WHAT THE EXERCISE ASKS:
Before you return the entries below, strip out the pictures and keep all else exact.

(Extracted data entries)
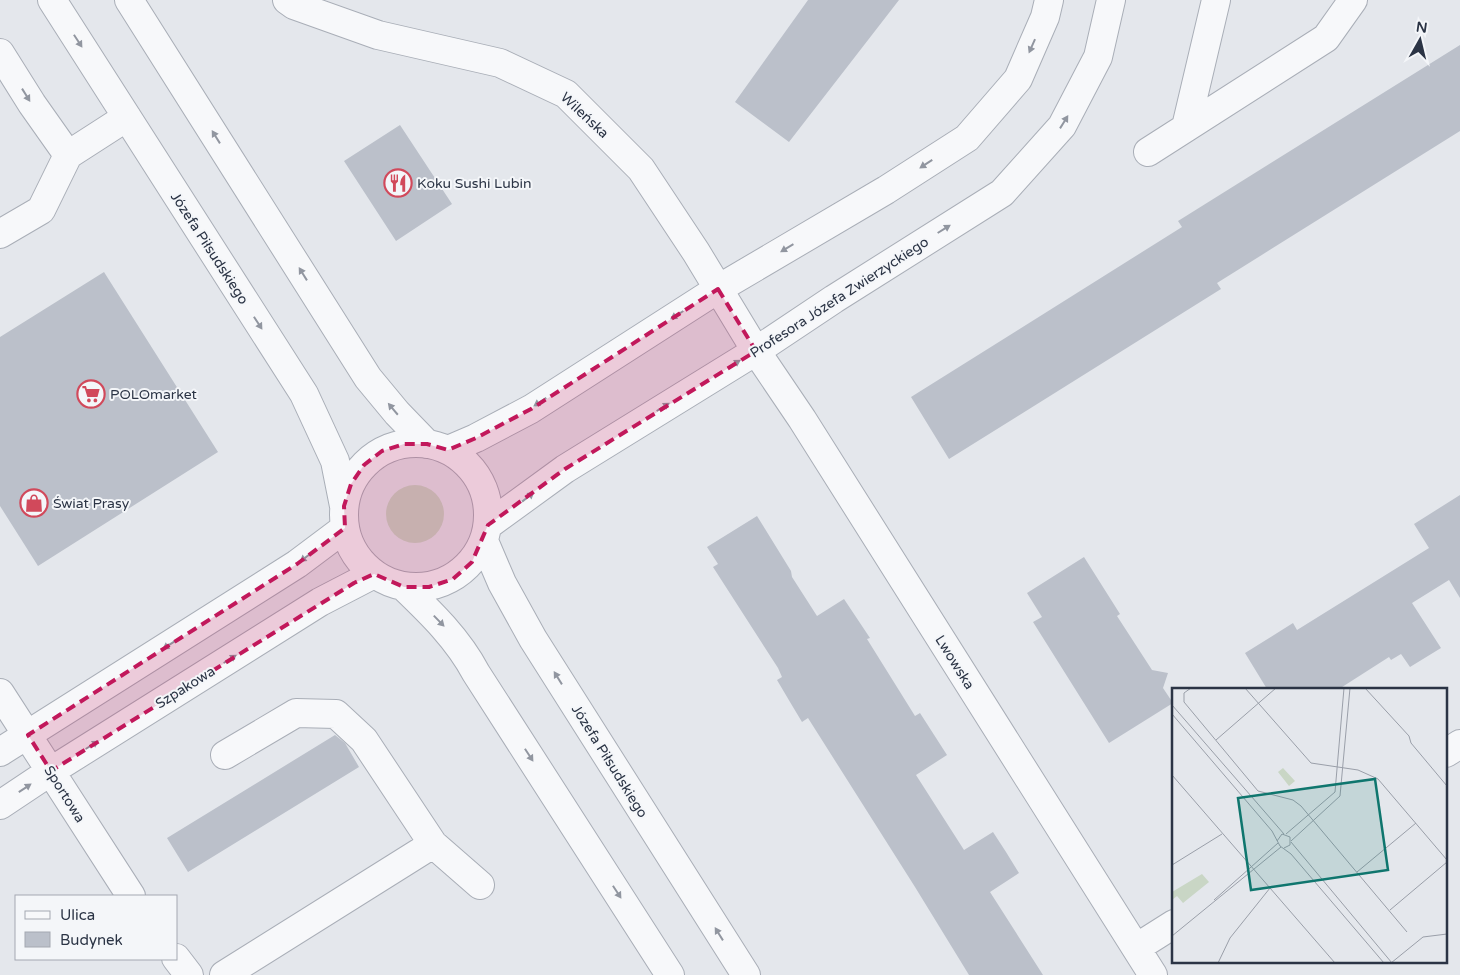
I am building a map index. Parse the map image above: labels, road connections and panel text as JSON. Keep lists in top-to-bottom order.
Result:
{
  "streets": {
    "street": [
      "Wileńska",
      "Józefa Piłsudskiego",
      "Profesora Józefa Zwierzyckiego",
      "Lwowska",
      "Szpakowa",
      "Sportowa"
    ]
  },
  "crossings": [
    ["Wileńska", "Profesora Józefa Zwierzyckiego"],
    ["Wileńska", "Lwowska"],
    ["Józefa Piłsudskiego", "Profesora Józefa Zwierzyckiego"],
    ["Józefa Piłsudskiego", "Szpakowa"],
    ["Profesora Józefa Zwierzyckiego", "Lwowska"],
    ["Profesora Józefa Zwierzyckiego", "Szpakowa"],
    ["Szpakowa", "Sportowa"]
  ],
  "places": {
    "restaurant": ["Koku Sushi Lubin"],
    "supermarket": ["POLOmarket"],
    "shop": ["Świat Prasy"]
  },
  "legend": ["Ulica", "Budynek"],
  "north": "top"
}
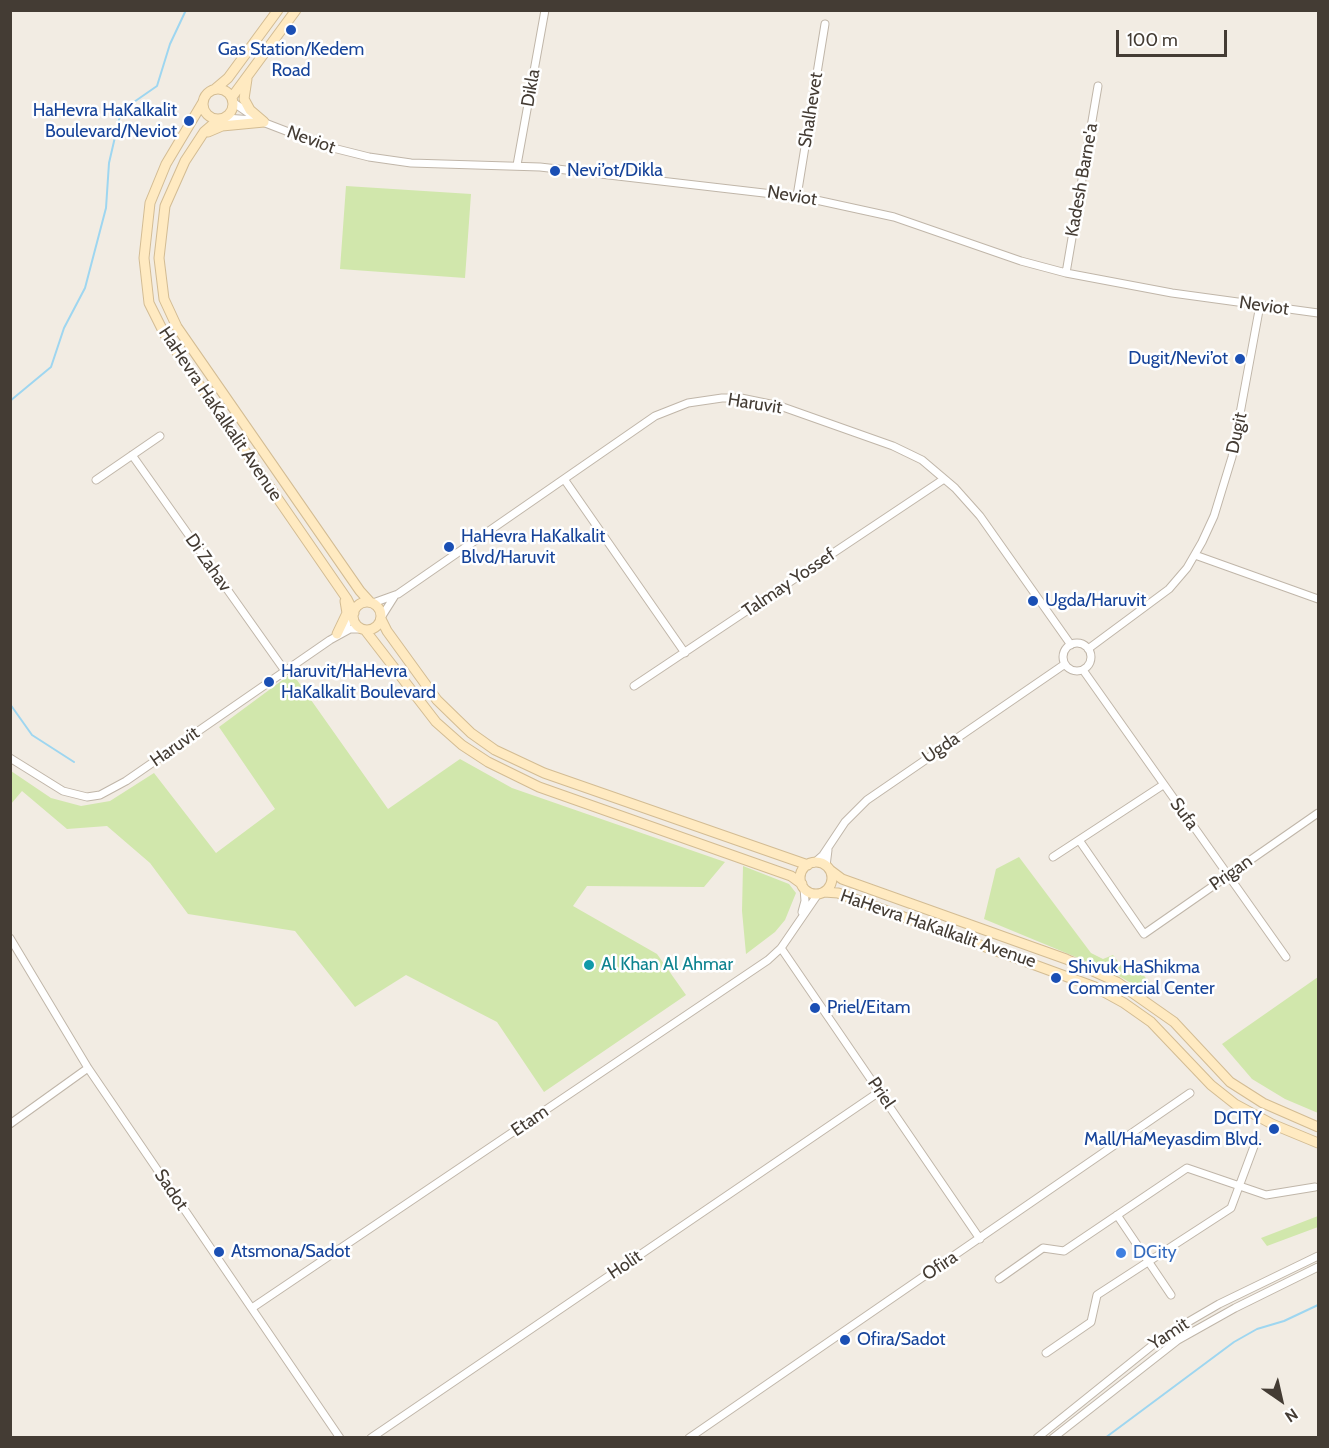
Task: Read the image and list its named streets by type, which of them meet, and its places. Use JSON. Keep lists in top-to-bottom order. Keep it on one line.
{"streets":{"main road":["HaHevra HaKalkalit Avenue"],"street":["Dikla","Shalhevet","Neviot","Kadesh Barne'a","Haruvit","Dugit","Di Zahav","Talmay Yossef","Ugda","Sufa","Prigan","Priel","Etam","Sadot","Holit","Ofira","Yamit"]},"crossings":[["Dikla","Neviot"],["Shalhevet","Neviot"],["Neviot","Kadesh Barne'a"],["Neviot","HaHevra HaKalkalit Avenue"],["Neviot","Dugit"],["Haruvit","HaHevra HaKalkalit Avenue"],["Haruvit","Di Zahav"],["Haruvit","Talmay Yossef"],["Haruvit","Ugda"],["Haruvit","Sufa"],["HaHevra HaKalkalit Avenue","Ugda"],["HaHevra HaKalkalit Avenue","Etam"],["Ugda","Sufa"],["Ugda","Etam"],["Sufa","Prigan"],["Priel","Etam"],["Priel","Holit"],["Priel","Ofira"],["Etam","Sadot"]],"places":["Gas Station/Kedem Road","HaHevra HaKalkalit Boulevard/Neviot","Nevi’ot/Dikla","Dugit/Nevi’ot","HaHevra HaKalkalit Blvd/Haruvit","Ugda/Haruvit","Haruvit/HaHevra HaKalkalit Boulevard","Al Khan Al Ahmar","Shivuk HaShikma Commercial Center","Priel/Eitam","DCITY Mall/HaMeyasdim Blvd.","Atsmona/Sadot","DCity","Ofira/Sadot"],"scale_bar":"100 m","north":"bottom right"}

ANSWER TO THE PROBLEM:
I am building a map index. Parse the map image above: labels, road connections and panel text as JSON. Keep lists in top-to-bottom order.
Result:
{
  "streets": {
    "street": [
      "Wileńska",
      "Józefa Piłsudskiego",
      "Profesora Józefa Zwierzyckiego",
      "Lwowska",
      "Szpakowa",
      "Sportowa"
    ]
  },
  "crossings": [
    ["Wileńska", "Profesora Józefa Zwierzyckiego"],
    ["Wileńska", "Lwowska"],
    ["Józefa Piłsudskiego", "Profesora Józefa Zwierzyckiego"],
    ["Józefa Piłsudskiego", "Szpakowa"],
    ["Profesora Józefa Zwierzyckiego", "Lwowska"],
    ["Profesora Józefa Zwierzyckiego", "Szpakowa"],
    ["Szpakowa", "Sportowa"]
  ],
  "places": {
    "restaurant": ["Koku Sushi Lubin"],
    "supermarket": ["POLOmarket"],
    "shop": ["Świat Prasy"]
  },
  "legend": ["Ulica", "Budynek"],
  "north": "top"
}
Task: Read the image and list its named streets by type, which of them meet, and its places. Use JSON. Keep lists in top-to-bottom order. Keep it on one line.
{"streets":{"main road":["HaHevra HaKalkalit Avenue"],"street":["Dikla","Shalhevet","Neviot","Kadesh Barne'a","Haruvit","Dugit","Di Zahav","Talmay Yossef","Ugda","Sufa","Prigan","Priel","Etam","Sadot","Holit","Ofira","Yamit"]},"crossings":[["Dikla","Neviot"],["Shalhevet","Neviot"],["Neviot","Kadesh Barne'a"],["Neviot","HaHevra HaKalkalit Avenue"],["Neviot","Dugit"],["Haruvit","HaHevra HaKalkalit Avenue"],["Haruvit","Di Zahav"],["Haruvit","Talmay Yossef"],["Haruvit","Ugda"],["Haruvit","Sufa"],["HaHevra HaKalkalit Avenue","Ugda"],["HaHevra HaKalkalit Avenue","Etam"],["Ugda","Sufa"],["Ugda","Etam"],["Sufa","Prigan"],["Priel","Etam"],["Priel","Holit"],["Priel","Ofira"],["Etam","Sadot"]],"places":["Gas Station/Kedem Road","HaHevra HaKalkalit Boulevard/Neviot","Nevi’ot/Dikla","Dugit/Nevi’ot","HaHevra HaKalkalit Blvd/Haruvit","Ugda/Haruvit","Haruvit/HaHevra HaKalkalit Boulevard","Al Khan Al Ahmar","Shivuk HaShikma Commercial Center","Priel/Eitam","DCITY Mall/HaMeyasdim Blvd.","Atsmona/Sadot","DCity","Ofira/Sadot"],"scale_bar":"100 m","north":"bottom right"}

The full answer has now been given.